> [Provided records]:
[Start of section]

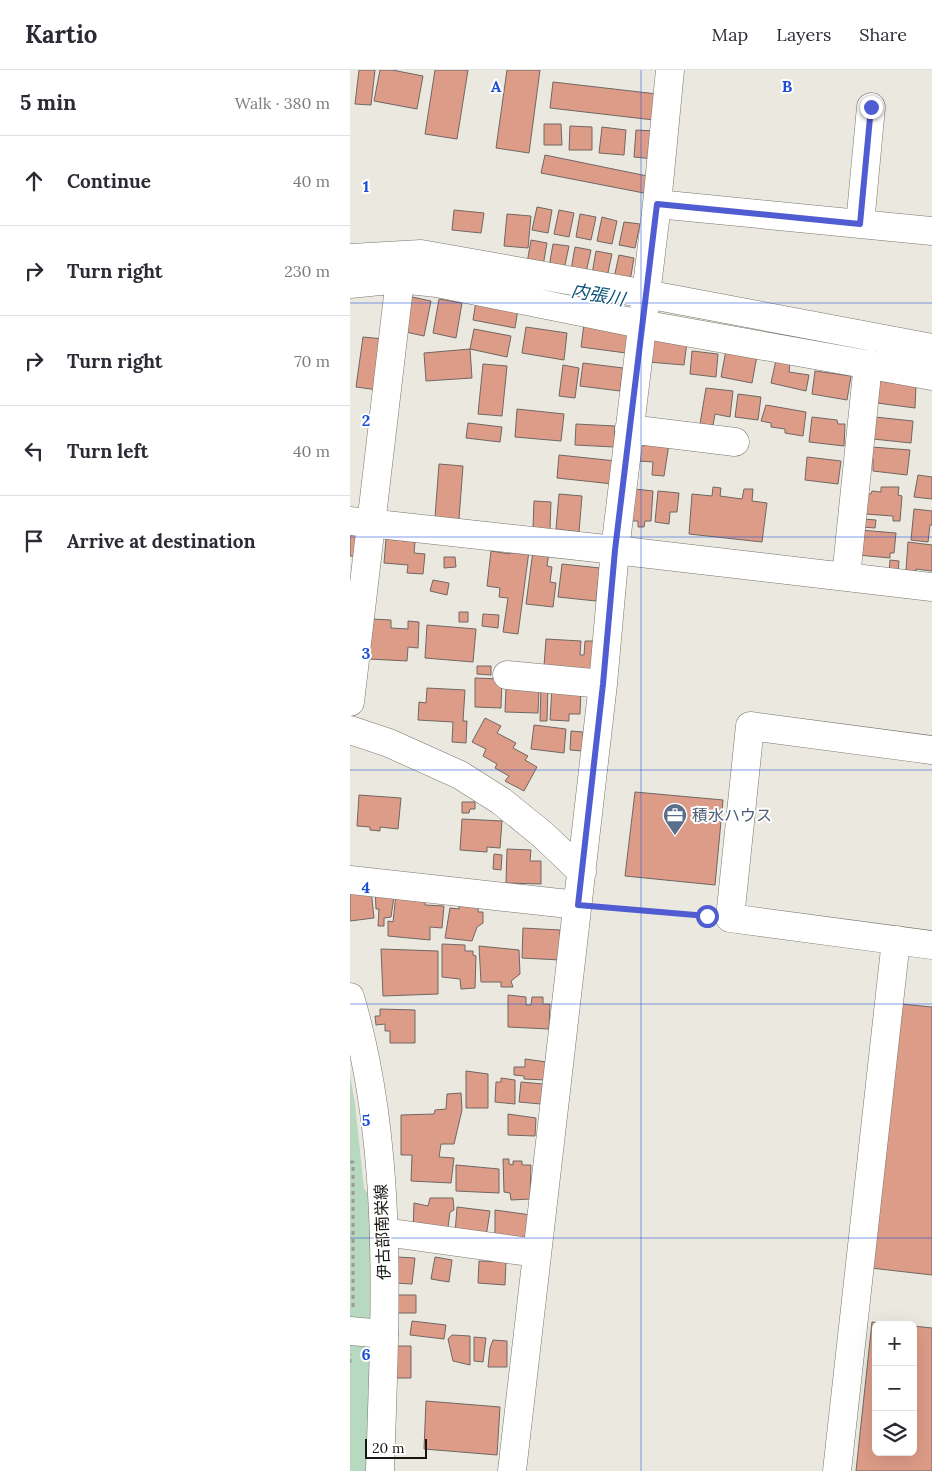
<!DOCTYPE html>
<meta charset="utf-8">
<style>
body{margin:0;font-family:Lora,"Noto Sans JP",serif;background:#f2f2f3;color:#2b2b33}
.controls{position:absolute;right:15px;bottom:15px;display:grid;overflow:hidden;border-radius:8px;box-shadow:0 5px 20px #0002}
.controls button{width:45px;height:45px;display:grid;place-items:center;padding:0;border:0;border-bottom:1px solid #e1e1e2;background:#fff;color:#2b2b33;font:25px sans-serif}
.scale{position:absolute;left:15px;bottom:12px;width:62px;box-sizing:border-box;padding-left:5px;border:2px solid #151511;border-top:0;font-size:14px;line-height:18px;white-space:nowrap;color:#151511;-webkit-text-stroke:4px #fff;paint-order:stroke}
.stop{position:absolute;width:15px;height:15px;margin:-11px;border:4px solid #505cd2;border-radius:50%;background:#fff}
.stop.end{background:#505cd2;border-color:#fff;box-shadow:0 1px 5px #0008}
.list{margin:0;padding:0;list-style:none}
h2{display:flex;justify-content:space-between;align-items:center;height:65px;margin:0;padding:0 20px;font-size:21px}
h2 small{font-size:16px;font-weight:400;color:#7c7c81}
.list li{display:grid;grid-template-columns:32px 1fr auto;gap:15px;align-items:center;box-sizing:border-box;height:90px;padding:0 20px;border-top:1px solid #e1e1e2}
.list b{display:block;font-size:19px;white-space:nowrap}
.list em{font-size:16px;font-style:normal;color:#7c7c81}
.icon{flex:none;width:28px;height:28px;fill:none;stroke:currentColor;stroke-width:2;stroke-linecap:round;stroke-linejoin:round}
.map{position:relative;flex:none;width:582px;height:1401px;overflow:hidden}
header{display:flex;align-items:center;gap:30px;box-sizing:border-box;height:70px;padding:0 25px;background:#fff;border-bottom:1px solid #e1e1e2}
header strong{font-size:24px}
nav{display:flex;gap:28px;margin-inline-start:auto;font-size:18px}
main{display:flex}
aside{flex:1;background:#fff}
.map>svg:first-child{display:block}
.green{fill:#b7d9bf}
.building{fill:#dd9c88;stroke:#706663}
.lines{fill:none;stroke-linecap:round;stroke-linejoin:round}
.minor-casing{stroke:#77766d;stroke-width:29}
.major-casing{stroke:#77766d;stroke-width:29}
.path{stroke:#9c9b93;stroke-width:3;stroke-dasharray:4 4;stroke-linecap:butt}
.minor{stroke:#fff;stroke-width:28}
.major{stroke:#fff;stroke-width:28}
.route{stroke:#505cd2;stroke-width:6}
.grid{fill:none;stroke:#1d4ed8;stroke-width:1;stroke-opacity:0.55}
.labels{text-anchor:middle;stroke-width:4;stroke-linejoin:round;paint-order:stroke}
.service-label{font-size:16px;fill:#4e5e75;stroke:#fff;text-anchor:start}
.street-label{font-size:16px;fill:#151511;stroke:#fff}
.water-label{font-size:18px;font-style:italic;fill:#0b547a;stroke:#fff}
.grid-label{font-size:16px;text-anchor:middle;font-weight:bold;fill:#1d4ed8;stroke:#fff;stroke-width:4;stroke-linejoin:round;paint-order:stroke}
</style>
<header>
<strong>Kartio</strong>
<nav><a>Map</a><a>Layers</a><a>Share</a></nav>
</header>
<main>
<aside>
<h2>5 min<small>Walk · 380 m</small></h2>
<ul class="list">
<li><svg class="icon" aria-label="ahead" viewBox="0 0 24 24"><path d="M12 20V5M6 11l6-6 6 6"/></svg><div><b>Continue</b></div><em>40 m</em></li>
<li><svg class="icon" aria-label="right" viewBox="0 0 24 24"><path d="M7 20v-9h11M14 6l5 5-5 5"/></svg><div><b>Turn right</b></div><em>230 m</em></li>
<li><svg class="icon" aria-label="right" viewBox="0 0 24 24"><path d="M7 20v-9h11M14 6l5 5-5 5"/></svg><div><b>Turn right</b></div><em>70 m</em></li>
<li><svg class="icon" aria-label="left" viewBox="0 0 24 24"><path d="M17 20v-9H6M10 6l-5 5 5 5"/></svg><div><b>Turn left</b></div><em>40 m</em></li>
<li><svg class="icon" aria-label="arrive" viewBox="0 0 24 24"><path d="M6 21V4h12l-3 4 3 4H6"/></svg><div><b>Arrive at destination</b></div></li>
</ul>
</aside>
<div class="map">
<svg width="582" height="1401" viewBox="0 0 582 1401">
<rect width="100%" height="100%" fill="#ebe9df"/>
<path class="green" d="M0 1005 5 1034 14 1118 19 1126 22 1227 17 1401H0Z"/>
<path class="building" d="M9 0H25L21 35 5 34Z
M30 0H42L73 6 67 39 24 31Z
M85 0H118L107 69 75 64Z
M157 0H190L179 83 146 78Z
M203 12 307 24 304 50 200 38Z
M194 54H211L212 75H194Z
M220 56 242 57V80H219Z
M252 57 276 60 274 85 249 83Z
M286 60 305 61 304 89 284 87Z
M195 85 302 107 299 124 191 103Z
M187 137 202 140 198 163 182 160Z
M104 140 134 143 131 163 102 160Z
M209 140 224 143 219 167 204 164Z
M157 144 181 146 178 178 154 176Z
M230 144 246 147 241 170 226 167Z
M252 147 267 151 262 174 247 171Z
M274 152 290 154 285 178 269 175Z
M181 170 197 173 193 196 177 193Z
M203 174 219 176 214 200 199 197Z
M225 177 241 180 236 203 221 200Z
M246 181 262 184 257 207 242 204Z
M269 185 284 188 280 211 264 208Z
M57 226 81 231 74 266 51 261Z
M89 229 112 233 106 268 83 263Z
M126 231 168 239 165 258 123 250Z
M234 254 279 260 276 283 231 277Z
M176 257 217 263 214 290 172 283Z
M124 259 161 266 157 287 120 279Z
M13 267 34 269 28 320 6 317Z
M301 268 337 272 334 295 298 292Z
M120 279 122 308 76 311 74 283Z
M376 280 407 286 402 313 371 307Z
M342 281 368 284 366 307 340 304Z
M426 290 440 293 439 302 459 305 456 321 421 313Z
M233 293 273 298 270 321 230 316Z
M133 294 157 296 152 346 128 344Z
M213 295 229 298 225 328 209 326Z
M465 301 501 306 497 330 462 324Z
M529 311 566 316 565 338 527 333Z
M356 318 383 321 380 347 365 344 363 355 350 354Z
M388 324 411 327 408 350 385 347Z
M416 335 456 342 453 366 435 363V359L421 357V353L411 351Z
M167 339 214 344 211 371 165 367Z
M462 347 487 350 488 354H495L494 376 459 372Z
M525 347 563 351 561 373 523 369Z
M118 353 152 357 150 372 116 368Z
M226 354 265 356 264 377 225 375Z
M295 373 319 374 314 406 302 405 303 392 288 391 289 376H294Z
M522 377 560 380 557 405 523 401V389L520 388Z
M209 385 266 391 263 414 207 408Z
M457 387 491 391 488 414 455 410Z
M89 394 113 396 109 449 85 447Z
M568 405 582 407V429L564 427Z
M363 417 371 418 370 426 392 429 394 419H403L402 431 417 433 412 472 339 464 342 424 362 426Z
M531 417H549L548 425 552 426 550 451H543V446L515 444V424H521L522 421 531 422Z
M285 419 303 421 301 451H295L294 457H288V451H282Z
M308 421 329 423 327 442H320L319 454 305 452Z
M209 424 232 426 229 462 206 459Z
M184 431 201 432 200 459 183 458Z
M564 439 582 441V455H580L578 472 561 470Z
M513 449 526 450 525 458 512 457Z
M510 460 546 463 544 483H540V488L508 485Z
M0 461 11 462 9 486H0Z
M36 469 65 472 64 483 75 484 73 504 57 503 58 495 34 493Z
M558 472 582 475V501L566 499V501L556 500Z
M161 479 179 481 168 564 153 562 158 528 149 527 150 518 137 516 141 481 160 484Z
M183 481 199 483 197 496 202 497 200 512 206 513 203 537 176 534Z
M94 487H105L106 497 94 498Z
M540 490 549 491 548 504 539 503Z
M212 494 250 498 246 531 208 527Z
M83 510 99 513 97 525 80 521Z
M109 542H118V552H109Z
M133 544 149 545 148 558 132 556Z
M21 549 41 550V558L58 559V551L69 552 68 578 58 577 57 591 19 589Z
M77 555 126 559 123 592 75 588Z
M196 569 231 571 230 585H234L235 571H244L242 599 194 596Z
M127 596H141V605L127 604Z
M125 608 152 609 151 638 125 637Z
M191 616H198L197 651H190Z
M202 617 231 619 230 644H219V651L200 650Z
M77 618 115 620 113 651H117L116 673 102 672 103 652 68 650 69 632 76 633Z
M156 618 189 620 188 643 155 642Z
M135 648 151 656 147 663 166 673 163 678 178 686 175 690 187 697 174 721 155 711 159 706 145 698 147 694 133 686 136 679 122 672Z
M184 655 216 659 214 683 181 679Z
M221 661 233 662 232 681 220 680Z
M285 722 373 730 365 815 275 806Z
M9 725 51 728 48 759 30 757V761L20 760V757L7 756Z
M112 732H125V739H120L119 743H112Z
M112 749 152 751 150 778 137 777V782L110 780Z
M157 779 181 780 180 791H191V814L156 813Z
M144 784 152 785 151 800 143 799Z
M0 816 21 819 24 848 0 851Z
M25 819 45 820 41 847 34 848V856H28L29 839H26Z
M46 824 76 830 75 835 94 836 92 858 80 857V870L38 866V851L43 852Z
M109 830 129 832 128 842H133V853L127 857 122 871 95 868 100 838 109 839Z
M173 858 210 860V890L172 888Z
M92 874 115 875V881H123V885L126 886 125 918 111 919 110 909 92 907Z
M129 876 169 880 170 904 161 911 163 917H151V912H131Z
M31 879 88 881V924L33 926Z
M158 925 176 927V935H181L182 927H193V934H200L199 959 158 957Z
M551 934 582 937V1205L521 1198Z
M30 939 65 940V973H40V961H35V954L26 955 25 946H30Z
M175 989 197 992 195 1010 174 1009V1006L164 1005V997H175Z
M116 1001 138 1004V1038H116Z
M151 1008 165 1010V1034L145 1032 146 1012H151Z
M171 1012 193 1014 191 1034 169 1032Z
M111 1023 112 1040 104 1074H91L89 1087 104 1088 101 1113 61 1111 62 1085H51V1045L84 1044 85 1040 96 1039 97 1024Z
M158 1044 186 1048 185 1066 158 1065Z
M153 1089H159V1094L163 1095V1091H172V1095H181L180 1129 161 1130 160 1123 154 1122Z
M106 1095 149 1099V1123L106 1121Z
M80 1128H103L104 1140 100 1142 97 1165 63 1162 64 1133 78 1136Z
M107 1137 140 1141 136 1167 105 1164Z
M145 1140 181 1145 177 1171 145 1167Z
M47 1187 65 1188 62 1214 44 1213Z
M85 1187 102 1190 99 1212 81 1209Z
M129 1191 156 1192 155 1215 128 1213Z
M44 1225H66V1243H44Z
M62 1251 96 1255 94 1269 60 1265Z
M522 1252 548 1255H526V1382H563V1256L582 1258V1401H506Z
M102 1265 120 1266V1295L103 1291 98 1269Z
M124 1267 136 1268 133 1292 124 1291Z
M143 1270 157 1271V1297H138L140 1278Z
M46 1276H61V1308H46Z
M76 1331 150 1337 147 1385 74 1379Z"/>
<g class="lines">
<g class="minor-casing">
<path id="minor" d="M307 134 582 161
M510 154 521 37
M0 188 71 184 296 224 582 278
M0 214 50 209
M279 359 385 372
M0 451 265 480 582 517
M496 507 518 294
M157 605 253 614
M0 632 50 209 87 213 291 254 582 306
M0 660 39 673 110 705 151 731 192 764 232 802
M582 680 400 656 380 848 582 875
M0 810 228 835
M34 1162 187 1183
M0 1261 34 1264
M162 1401 253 614 265 480 307 134 320 0
M487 1401 546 870"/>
</g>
<g class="major-casing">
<path id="major" d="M0 927C45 1080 35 1243 30 1401"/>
</g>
<path class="path" d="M251 837 357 846
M0 1092H3V1238
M0 1293V1284"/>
<use href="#minor" class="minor"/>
<use href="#major" class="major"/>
</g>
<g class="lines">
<path class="route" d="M357 846 228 835 253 614 265 480 307 134 510 154 521 37"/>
</g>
<path class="grid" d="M291 0V1401M0 233H582M0 467H582M0 700H582M0 934H582M0 1168H582"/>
<defs>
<g id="office-pin" transform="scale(1.25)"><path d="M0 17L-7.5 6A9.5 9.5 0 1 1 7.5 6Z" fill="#5c6f8a" stroke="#fff"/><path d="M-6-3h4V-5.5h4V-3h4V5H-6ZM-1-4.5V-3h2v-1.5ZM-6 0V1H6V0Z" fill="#fff"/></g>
</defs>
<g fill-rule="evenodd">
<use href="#office-pin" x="325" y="745"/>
</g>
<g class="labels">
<g class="service-label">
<text x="342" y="751">積水ハウス</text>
</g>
<g class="street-label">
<text transform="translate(32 1162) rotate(-92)" y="6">伊古部南栄線</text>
</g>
<g class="water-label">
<text transform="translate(248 225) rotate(10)" y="6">内張川</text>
</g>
</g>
<g class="grid-label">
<text x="146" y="22">A</text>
<text x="437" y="22">B</text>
<text x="16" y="122">1</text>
<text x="16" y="356">2</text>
<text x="16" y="589">3</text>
<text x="16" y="823">4</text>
<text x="16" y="1056">5</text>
<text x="16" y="1290">6</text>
</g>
</svg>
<div class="controls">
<button>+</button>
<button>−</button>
<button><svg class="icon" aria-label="layers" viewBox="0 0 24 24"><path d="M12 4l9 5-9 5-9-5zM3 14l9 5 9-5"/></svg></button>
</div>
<div class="scale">20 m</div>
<div class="stop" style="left:357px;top:846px"></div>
<div class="stop end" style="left:521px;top:37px"></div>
</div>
</main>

[End of section]

> [What you should do]:
Every line from the line containing "M286 60 305 61 304 89 284 87Z" through the line containing "M513 449 526 450 525 458 512 457Z" in the records above must be retyped exactly. Leave out the rest.

> [Exercise answer]:
M286 60 305 61 304 89 284 87Z
M195 85 302 107 299 124 191 103Z
M187 137 202 140 198 163 182 160Z
M104 140 134 143 131 163 102 160Z
M209 140 224 143 219 167 204 164Z
M157 144 181 146 178 178 154 176Z
M230 144 246 147 241 170 226 167Z
M252 147 267 151 262 174 247 171Z
M274 152 290 154 285 178 269 175Z
M181 170 197 173 193 196 177 193Z
M203 174 219 176 214 200 199 197Z
M225 177 241 180 236 203 221 200Z
M246 181 262 184 257 207 242 204Z
M269 185 284 188 280 211 264 208Z
M57 226 81 231 74 266 51 261Z
M89 229 112 233 106 268 83 263Z
M126 231 168 239 165 258 123 250Z
M234 254 279 260 276 283 231 277Z
M176 257 217 263 214 290 172 283Z
M124 259 161 266 157 287 120 279Z
M13 267 34 269 28 320 6 317Z
M301 268 337 272 334 295 298 292Z
M120 279 122 308 76 311 74 283Z
M376 280 407 286 402 313 371 307Z
M342 281 368 284 366 307 340 304Z
M426 290 440 293 439 302 459 305 456 321 421 313Z
M233 293 273 298 270 321 230 316Z
M133 294 157 296 152 346 128 344Z
M213 295 229 298 225 328 209 326Z
M465 301 501 306 497 330 462 324Z
M529 311 566 316 565 338 527 333Z
M356 318 383 321 380 347 365 344 363 355 350 354Z
M388 324 411 327 408 350 385 347Z
M416 335 456 342 453 366 435 363V359L421 357V353L411 351Z
M167 339 214 344 211 371 165 367Z
M462 347 487 350 488 354H495L494 376 459 372Z
M525 347 563 351 561 373 523 369Z
M118 353 152 357 150 372 116 368Z
M226 354 265 356 264 377 225 375Z
M295 373 319 374 314 406 302 405 303 392 288 391 289 376H294Z
M522 377 560 380 557 405 523 401V389L520 388Z
M209 385 266 391 263 414 207 408Z
M457 387 491 391 488 414 455 410Z
M89 394 113 396 109 449 85 447Z
M568 405 582 407V429L564 427Z
M363 417 371 418 370 426 392 429 394 419H403L402 431 417 433 412 472 339 464 342 424 362 426Z
M531 417H549L548 425 552 426 550 451H543V446L515 444V424H521L522 421 531 422Z
M285 419 303 421 301 451H295L294 457H288V451H282Z
M308 421 329 423 327 442H320L319 454 305 452Z
M209 424 232 426 229 462 206 459Z
M184 431 201 432 200 459 183 458Z
M564 439 582 441V455H580L578 472 561 470Z
M513 449 526 450 525 458 512 457Z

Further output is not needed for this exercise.